Problem = Find the line holding "function stroke(path, color, width, dash)" in the entries below. Give it again exactly, along with every line after it up to and including the line holding "[43,9,89,217,91,717,82,775]".

[Dataset entries]
......

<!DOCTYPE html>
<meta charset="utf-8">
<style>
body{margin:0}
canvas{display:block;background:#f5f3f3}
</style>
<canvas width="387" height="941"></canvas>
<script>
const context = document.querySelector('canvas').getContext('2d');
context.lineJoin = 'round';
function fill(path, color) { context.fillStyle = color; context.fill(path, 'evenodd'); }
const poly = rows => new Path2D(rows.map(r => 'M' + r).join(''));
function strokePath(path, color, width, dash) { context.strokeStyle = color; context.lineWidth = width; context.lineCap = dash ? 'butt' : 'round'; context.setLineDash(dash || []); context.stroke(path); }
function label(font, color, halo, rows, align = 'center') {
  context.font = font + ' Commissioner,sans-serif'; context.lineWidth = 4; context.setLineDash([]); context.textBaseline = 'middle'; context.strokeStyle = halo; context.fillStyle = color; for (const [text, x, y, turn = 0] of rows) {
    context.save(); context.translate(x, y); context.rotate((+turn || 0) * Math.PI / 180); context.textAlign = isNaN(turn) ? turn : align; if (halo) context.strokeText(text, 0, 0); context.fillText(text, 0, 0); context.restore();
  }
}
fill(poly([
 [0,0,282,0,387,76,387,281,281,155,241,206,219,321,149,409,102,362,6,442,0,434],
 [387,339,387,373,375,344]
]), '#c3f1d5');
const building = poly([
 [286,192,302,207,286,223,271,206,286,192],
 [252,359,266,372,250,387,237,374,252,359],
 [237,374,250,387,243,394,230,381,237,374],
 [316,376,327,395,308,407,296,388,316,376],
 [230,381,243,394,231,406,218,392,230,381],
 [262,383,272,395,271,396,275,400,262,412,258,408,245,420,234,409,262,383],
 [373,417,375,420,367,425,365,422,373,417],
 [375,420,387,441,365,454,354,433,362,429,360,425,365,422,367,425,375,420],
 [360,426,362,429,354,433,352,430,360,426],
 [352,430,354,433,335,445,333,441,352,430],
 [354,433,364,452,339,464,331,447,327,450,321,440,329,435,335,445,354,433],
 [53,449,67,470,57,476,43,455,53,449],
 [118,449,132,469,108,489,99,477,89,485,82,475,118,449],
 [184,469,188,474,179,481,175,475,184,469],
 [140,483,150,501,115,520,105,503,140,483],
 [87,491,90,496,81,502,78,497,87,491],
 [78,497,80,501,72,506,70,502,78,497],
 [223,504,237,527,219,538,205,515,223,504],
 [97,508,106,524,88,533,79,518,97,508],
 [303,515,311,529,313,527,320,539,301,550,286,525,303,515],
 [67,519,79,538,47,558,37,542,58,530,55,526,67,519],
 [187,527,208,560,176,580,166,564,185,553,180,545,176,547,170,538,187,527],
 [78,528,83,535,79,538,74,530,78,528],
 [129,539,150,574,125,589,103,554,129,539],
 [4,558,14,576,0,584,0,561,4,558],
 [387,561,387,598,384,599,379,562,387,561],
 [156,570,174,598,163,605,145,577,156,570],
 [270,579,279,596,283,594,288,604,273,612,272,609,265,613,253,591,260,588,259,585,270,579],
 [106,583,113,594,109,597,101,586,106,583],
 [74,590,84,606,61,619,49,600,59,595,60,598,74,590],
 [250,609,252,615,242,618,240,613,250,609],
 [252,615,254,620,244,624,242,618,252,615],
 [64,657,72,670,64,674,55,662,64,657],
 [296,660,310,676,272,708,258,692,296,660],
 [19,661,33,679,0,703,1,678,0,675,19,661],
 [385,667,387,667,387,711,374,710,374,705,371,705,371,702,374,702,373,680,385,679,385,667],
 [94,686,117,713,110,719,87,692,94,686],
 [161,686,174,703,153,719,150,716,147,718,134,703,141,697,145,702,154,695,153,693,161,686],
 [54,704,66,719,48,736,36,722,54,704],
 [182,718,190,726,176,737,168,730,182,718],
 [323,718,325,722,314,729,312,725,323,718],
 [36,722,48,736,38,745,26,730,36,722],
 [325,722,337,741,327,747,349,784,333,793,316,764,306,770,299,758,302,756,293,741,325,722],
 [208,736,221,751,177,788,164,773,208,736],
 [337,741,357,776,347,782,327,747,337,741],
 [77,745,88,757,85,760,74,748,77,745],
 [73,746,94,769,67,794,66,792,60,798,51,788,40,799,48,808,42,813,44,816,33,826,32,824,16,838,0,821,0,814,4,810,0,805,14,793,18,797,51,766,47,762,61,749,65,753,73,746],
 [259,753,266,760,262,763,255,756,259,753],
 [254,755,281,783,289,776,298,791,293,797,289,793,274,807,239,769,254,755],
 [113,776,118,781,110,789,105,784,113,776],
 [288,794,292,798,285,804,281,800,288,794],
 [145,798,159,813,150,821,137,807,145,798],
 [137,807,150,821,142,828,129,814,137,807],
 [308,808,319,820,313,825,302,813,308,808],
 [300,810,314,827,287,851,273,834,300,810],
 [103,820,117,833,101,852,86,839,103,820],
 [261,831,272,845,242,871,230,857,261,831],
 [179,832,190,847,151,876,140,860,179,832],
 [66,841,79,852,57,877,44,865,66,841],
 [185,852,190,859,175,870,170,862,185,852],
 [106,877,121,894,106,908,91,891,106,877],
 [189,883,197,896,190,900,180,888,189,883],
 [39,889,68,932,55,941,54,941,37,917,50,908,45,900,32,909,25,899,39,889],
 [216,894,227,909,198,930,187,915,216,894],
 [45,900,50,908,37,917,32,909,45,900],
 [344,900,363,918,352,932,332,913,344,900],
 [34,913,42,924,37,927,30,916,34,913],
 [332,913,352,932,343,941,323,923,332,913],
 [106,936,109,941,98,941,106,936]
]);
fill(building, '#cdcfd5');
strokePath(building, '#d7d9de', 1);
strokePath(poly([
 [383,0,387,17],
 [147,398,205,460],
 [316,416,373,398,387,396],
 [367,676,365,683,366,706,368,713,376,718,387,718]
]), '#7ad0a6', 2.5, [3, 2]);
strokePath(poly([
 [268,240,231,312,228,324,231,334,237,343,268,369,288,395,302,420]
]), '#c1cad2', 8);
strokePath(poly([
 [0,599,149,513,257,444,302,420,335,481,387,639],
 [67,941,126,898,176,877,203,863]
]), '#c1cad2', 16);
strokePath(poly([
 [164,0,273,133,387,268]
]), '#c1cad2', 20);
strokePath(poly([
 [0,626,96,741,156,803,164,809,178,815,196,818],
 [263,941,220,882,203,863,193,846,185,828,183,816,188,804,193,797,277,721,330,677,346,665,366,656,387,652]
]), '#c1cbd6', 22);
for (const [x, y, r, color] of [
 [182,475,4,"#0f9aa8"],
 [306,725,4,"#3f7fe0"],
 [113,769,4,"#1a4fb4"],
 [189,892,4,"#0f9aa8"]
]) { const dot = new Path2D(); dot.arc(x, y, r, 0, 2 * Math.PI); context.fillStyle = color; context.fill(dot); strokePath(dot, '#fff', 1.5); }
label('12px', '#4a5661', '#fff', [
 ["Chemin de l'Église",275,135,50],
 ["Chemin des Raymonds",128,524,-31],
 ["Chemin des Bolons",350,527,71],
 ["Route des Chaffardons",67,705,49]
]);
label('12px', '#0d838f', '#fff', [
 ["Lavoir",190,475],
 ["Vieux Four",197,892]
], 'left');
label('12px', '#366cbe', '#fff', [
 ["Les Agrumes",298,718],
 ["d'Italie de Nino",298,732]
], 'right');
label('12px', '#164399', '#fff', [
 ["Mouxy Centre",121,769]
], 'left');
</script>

......

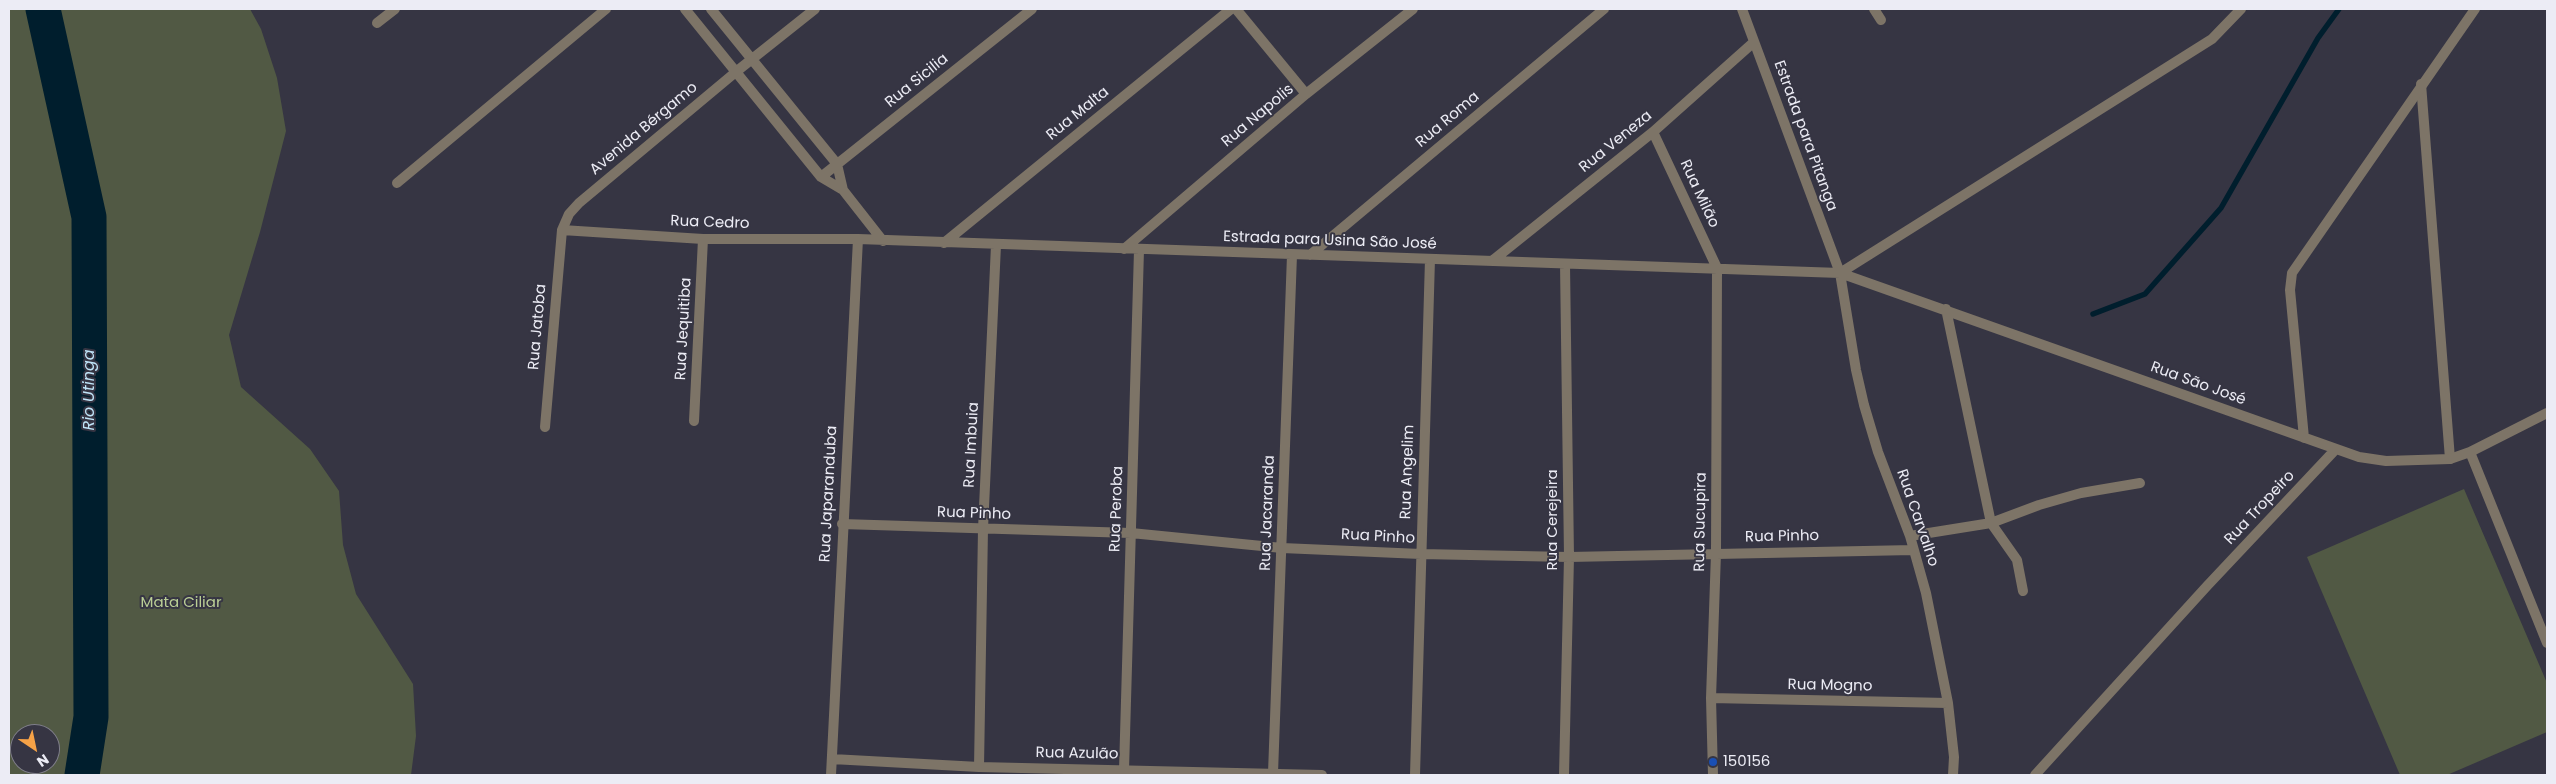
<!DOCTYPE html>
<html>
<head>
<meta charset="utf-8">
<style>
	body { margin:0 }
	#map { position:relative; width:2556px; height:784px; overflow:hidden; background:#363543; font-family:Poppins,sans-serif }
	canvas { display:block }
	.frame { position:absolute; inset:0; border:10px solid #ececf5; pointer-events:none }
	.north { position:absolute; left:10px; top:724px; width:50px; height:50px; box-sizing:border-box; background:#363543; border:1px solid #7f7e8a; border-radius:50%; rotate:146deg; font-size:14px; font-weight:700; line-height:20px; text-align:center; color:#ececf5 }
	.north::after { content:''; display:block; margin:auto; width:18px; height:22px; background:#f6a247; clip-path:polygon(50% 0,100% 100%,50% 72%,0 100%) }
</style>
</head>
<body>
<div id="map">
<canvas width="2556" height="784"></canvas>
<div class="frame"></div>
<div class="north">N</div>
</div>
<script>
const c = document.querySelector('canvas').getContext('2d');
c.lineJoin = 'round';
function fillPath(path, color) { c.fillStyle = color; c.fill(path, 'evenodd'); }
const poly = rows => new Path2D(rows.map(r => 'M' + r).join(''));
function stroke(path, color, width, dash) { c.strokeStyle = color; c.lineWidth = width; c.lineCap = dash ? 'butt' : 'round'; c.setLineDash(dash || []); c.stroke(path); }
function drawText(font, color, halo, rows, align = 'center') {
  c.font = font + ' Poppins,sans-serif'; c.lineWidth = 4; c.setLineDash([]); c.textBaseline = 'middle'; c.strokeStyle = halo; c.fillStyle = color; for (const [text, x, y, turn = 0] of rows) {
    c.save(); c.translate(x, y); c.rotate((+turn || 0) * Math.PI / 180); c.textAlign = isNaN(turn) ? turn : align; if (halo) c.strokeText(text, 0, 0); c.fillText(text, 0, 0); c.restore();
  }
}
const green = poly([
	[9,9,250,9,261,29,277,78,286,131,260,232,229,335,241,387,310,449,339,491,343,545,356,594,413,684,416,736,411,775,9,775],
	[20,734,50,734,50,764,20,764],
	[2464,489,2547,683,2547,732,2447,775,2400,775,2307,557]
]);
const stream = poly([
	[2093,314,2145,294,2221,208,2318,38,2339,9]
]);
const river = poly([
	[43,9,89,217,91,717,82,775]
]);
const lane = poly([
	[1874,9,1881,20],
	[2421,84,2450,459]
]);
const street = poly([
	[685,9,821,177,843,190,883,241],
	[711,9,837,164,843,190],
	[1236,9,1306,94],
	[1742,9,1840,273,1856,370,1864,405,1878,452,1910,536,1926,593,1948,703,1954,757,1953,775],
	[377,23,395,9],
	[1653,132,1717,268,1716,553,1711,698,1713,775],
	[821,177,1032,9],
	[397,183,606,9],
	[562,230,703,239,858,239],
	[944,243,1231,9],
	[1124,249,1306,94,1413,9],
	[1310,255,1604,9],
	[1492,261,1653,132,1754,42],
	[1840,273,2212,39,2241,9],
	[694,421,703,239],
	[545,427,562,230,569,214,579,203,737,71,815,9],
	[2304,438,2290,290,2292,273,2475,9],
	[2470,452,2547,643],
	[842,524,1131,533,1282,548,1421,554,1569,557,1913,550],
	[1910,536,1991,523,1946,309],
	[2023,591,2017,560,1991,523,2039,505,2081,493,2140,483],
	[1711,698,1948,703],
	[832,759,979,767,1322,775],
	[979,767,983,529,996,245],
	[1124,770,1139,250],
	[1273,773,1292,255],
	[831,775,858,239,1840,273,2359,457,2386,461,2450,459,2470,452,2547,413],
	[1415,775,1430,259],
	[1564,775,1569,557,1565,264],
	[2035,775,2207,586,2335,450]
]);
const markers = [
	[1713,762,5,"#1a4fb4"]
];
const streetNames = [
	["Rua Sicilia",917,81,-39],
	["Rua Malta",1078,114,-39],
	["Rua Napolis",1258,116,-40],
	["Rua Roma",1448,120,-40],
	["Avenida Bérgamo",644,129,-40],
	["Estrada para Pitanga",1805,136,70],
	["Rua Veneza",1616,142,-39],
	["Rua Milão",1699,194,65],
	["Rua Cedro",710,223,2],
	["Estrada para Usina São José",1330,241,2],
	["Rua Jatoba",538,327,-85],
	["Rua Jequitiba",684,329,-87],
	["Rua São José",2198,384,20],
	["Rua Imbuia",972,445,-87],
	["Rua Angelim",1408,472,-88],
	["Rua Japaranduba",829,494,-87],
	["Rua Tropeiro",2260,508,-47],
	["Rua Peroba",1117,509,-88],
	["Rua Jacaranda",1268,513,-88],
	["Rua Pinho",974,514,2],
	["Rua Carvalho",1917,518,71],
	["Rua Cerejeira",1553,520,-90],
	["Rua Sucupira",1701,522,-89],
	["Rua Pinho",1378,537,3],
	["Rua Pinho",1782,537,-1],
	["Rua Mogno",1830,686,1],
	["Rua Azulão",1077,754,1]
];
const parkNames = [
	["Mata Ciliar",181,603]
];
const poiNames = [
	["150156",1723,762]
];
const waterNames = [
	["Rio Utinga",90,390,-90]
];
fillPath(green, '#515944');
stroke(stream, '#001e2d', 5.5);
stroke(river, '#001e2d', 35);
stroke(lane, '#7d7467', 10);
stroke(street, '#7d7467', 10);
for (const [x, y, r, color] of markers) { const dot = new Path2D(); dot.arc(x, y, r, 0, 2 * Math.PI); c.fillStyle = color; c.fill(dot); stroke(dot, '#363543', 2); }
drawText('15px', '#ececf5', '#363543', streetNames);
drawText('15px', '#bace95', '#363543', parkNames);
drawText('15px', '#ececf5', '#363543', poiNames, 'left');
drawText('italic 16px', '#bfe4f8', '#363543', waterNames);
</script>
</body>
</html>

......

Exercise response =
function stroke(path, color, width, dash) { c.strokeStyle = color; c.lineWidth = width; c.lineCap = dash ? 'butt' : 'round'; c.setLineDash(dash || []); c.stroke(path); }
function drawText(font, color, halo, rows, align = 'center') {
  c.font = font + ' Poppins,sans-serif'; c.lineWidth = 4; c.setLineDash([]); c.textBaseline = 'middle'; c.strokeStyle = halo; c.fillStyle = color; for (const [text, x, y, turn = 0] of rows) {
    c.save(); c.translate(x, y); c.rotate((+turn || 0) * Math.PI / 180); c.textAlign = isNaN(turn) ? turn : align; if (halo) c.strokeText(text, 0, 0); c.fillText(text, 0, 0); c.restore();
  }
}
const green = poly([
	[9,9,250,9,261,29,277,78,286,131,260,232,229,335,241,387,310,449,339,491,343,545,356,594,413,684,416,736,411,775,9,775],
	[20,734,50,734,50,764,20,764],
	[2464,489,2547,683,2547,732,2447,775,2400,775,2307,557]
]);
const stream = poly([
	[2093,314,2145,294,2221,208,2318,38,2339,9]
]);
const river = poly([
	[43,9,89,217,91,717,82,775]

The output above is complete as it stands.